Collection entries>
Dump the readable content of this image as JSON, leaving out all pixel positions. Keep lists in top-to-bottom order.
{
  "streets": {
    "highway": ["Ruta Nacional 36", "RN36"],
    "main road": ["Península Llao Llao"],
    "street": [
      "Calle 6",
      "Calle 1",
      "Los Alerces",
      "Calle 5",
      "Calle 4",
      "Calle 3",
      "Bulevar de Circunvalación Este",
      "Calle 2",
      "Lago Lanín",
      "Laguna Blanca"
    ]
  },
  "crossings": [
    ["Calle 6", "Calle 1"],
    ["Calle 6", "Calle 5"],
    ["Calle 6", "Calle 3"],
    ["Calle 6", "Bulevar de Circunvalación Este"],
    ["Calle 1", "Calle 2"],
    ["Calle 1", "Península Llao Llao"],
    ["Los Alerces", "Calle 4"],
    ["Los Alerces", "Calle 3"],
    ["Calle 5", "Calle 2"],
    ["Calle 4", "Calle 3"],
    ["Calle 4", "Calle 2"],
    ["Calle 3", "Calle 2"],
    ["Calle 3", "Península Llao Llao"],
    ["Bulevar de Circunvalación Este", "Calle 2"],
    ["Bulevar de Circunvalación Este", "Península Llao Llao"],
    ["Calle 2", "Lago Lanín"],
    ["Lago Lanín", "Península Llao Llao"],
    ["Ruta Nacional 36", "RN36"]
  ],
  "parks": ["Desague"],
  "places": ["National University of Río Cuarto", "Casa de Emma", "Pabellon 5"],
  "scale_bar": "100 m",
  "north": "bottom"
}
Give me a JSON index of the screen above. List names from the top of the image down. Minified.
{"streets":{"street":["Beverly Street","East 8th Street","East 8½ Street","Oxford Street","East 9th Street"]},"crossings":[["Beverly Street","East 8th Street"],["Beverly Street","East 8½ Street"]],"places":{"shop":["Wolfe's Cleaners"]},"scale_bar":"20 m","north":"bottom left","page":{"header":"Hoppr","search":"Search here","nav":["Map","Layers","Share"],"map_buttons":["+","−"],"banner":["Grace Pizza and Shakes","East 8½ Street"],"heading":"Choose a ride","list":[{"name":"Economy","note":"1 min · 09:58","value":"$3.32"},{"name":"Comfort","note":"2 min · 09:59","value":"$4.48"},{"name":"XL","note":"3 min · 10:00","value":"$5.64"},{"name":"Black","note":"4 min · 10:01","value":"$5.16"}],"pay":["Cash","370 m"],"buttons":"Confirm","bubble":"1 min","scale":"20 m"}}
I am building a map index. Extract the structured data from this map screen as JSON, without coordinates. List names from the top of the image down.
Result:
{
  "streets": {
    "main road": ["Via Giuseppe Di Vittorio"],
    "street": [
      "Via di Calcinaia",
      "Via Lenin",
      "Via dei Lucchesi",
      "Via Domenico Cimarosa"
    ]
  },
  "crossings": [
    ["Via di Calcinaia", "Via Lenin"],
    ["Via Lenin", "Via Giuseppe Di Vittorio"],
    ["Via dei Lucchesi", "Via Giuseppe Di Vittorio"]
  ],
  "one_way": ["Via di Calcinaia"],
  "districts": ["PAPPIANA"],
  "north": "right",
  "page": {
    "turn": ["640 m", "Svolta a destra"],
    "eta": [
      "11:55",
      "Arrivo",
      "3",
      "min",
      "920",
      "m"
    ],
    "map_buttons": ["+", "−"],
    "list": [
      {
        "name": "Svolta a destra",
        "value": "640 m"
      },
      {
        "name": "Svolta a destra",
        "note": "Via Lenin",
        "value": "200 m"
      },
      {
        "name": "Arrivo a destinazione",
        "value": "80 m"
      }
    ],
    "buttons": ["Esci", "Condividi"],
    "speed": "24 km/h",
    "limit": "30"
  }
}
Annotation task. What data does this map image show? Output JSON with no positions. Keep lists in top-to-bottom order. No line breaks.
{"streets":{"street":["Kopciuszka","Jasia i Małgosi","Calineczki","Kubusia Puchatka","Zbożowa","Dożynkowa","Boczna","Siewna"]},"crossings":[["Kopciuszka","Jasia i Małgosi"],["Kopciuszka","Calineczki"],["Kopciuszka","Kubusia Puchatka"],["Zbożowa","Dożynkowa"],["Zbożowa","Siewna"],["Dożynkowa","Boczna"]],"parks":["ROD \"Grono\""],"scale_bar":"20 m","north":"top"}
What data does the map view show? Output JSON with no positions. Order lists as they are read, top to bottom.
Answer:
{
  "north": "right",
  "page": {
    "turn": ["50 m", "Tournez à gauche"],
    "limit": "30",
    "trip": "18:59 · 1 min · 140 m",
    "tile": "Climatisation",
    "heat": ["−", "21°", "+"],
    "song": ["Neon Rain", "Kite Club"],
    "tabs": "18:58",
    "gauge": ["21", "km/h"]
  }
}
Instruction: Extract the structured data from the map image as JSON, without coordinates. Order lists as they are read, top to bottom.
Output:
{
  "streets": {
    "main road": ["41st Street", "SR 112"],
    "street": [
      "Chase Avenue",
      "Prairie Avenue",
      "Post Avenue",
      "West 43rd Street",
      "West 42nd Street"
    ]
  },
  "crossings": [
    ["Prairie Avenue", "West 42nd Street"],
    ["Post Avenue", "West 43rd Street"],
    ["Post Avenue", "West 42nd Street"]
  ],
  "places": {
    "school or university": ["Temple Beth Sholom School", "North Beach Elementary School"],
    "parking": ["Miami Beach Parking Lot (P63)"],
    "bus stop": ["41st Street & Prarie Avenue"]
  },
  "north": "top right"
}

Your instructions> What lines hold the string "structured"? Pick them out of the data.

Result of the exercise>
I am building a map index. Extract the structured data from this map screen as JSON, without coordinates. List names from the top of the image down.
Instruction: Extract the structured data from the map image as JSON, without coordinates. Order lists as they are read, top to bottom.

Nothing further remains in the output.